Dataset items
▽
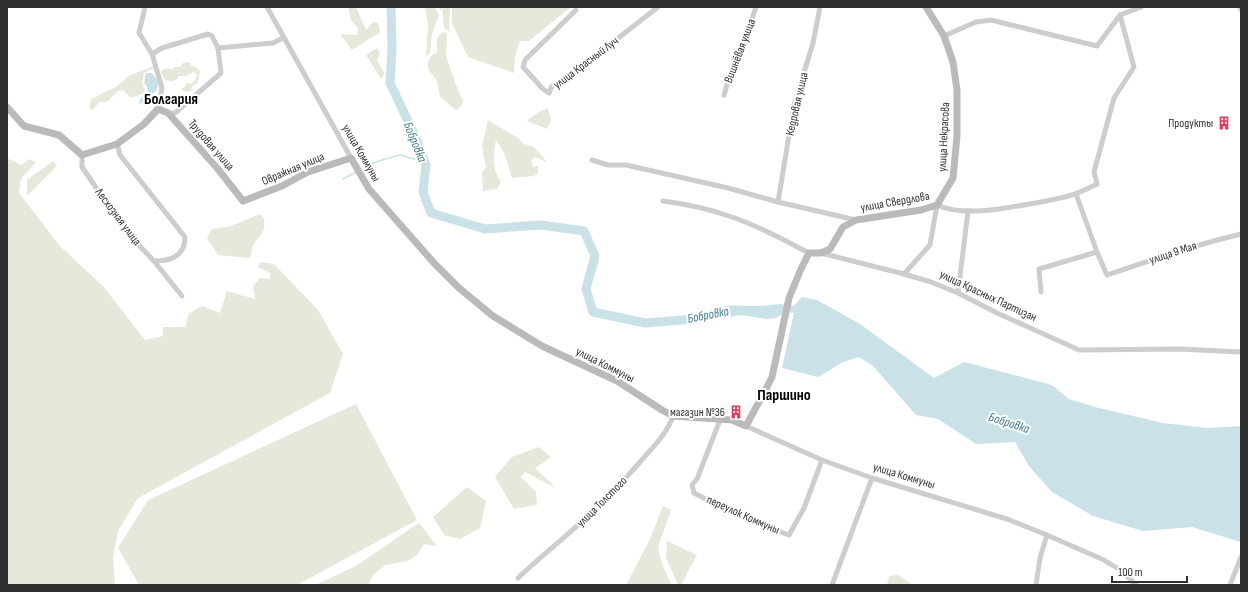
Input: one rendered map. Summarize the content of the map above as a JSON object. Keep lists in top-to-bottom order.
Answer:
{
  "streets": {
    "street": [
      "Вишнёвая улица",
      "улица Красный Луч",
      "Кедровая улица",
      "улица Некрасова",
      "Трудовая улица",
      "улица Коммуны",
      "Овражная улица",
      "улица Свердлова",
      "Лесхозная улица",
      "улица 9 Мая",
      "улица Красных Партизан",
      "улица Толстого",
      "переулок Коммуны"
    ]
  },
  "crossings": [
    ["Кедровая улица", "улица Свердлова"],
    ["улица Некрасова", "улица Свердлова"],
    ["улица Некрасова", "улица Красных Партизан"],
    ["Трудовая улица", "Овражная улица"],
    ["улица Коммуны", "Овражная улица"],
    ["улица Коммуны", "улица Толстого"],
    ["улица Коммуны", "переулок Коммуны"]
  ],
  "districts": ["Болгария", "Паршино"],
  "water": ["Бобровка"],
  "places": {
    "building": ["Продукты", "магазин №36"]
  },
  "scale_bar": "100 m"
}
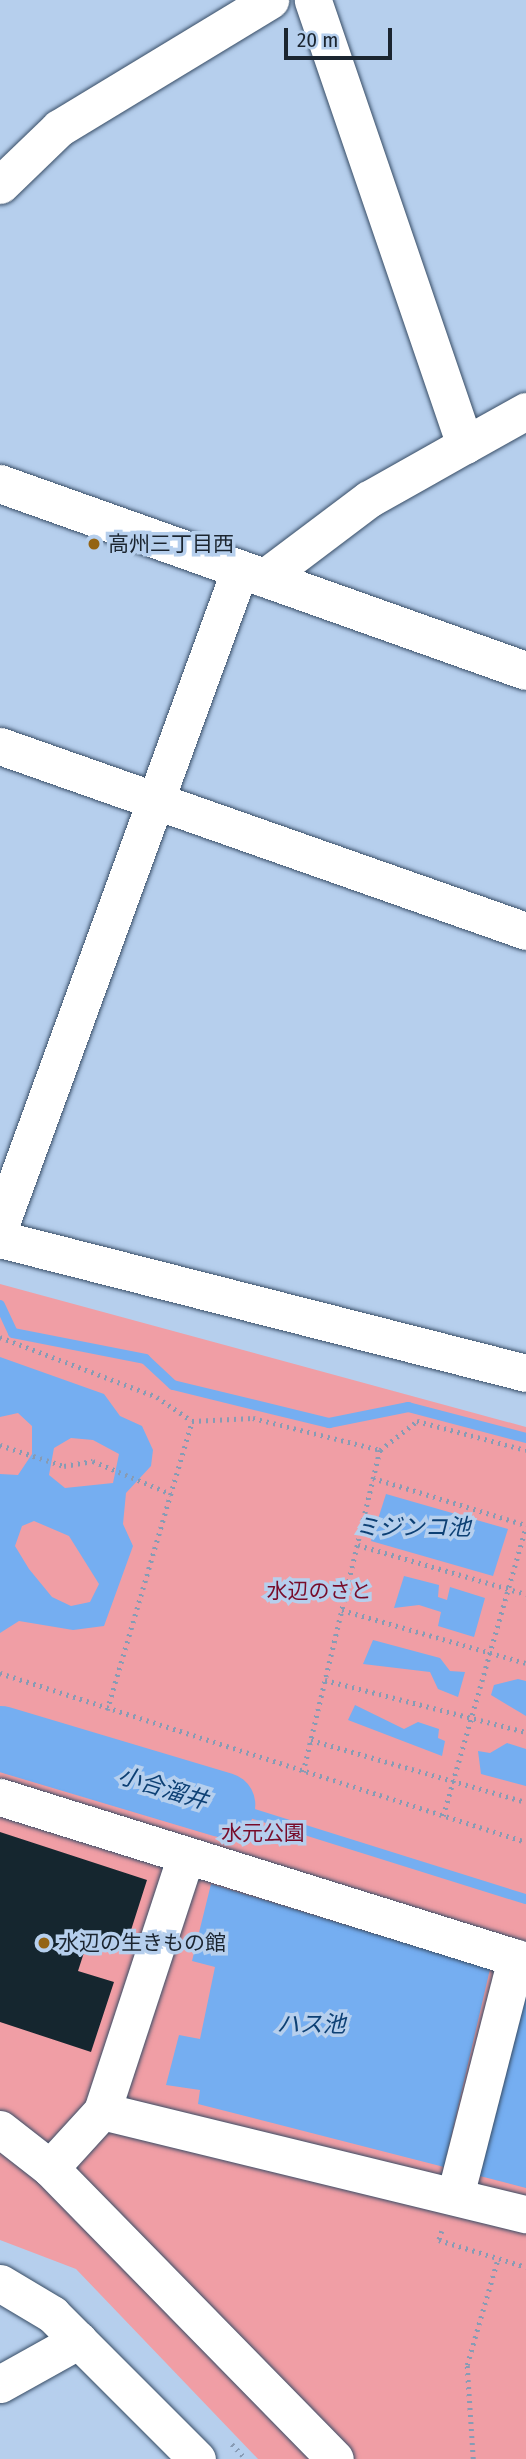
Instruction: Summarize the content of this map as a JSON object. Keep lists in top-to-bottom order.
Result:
△
▶ [WHAT YOU NEED TO DO] Transcribe the records above exactly, but only from the line that contains "Instruction: Summarize the" through their final line, inclusive.

▶ [PROBLEM SOLUTION]
Instruction: Summarize the content of this map as a JSON object. Keep lists in top-to-bottom order.
Result:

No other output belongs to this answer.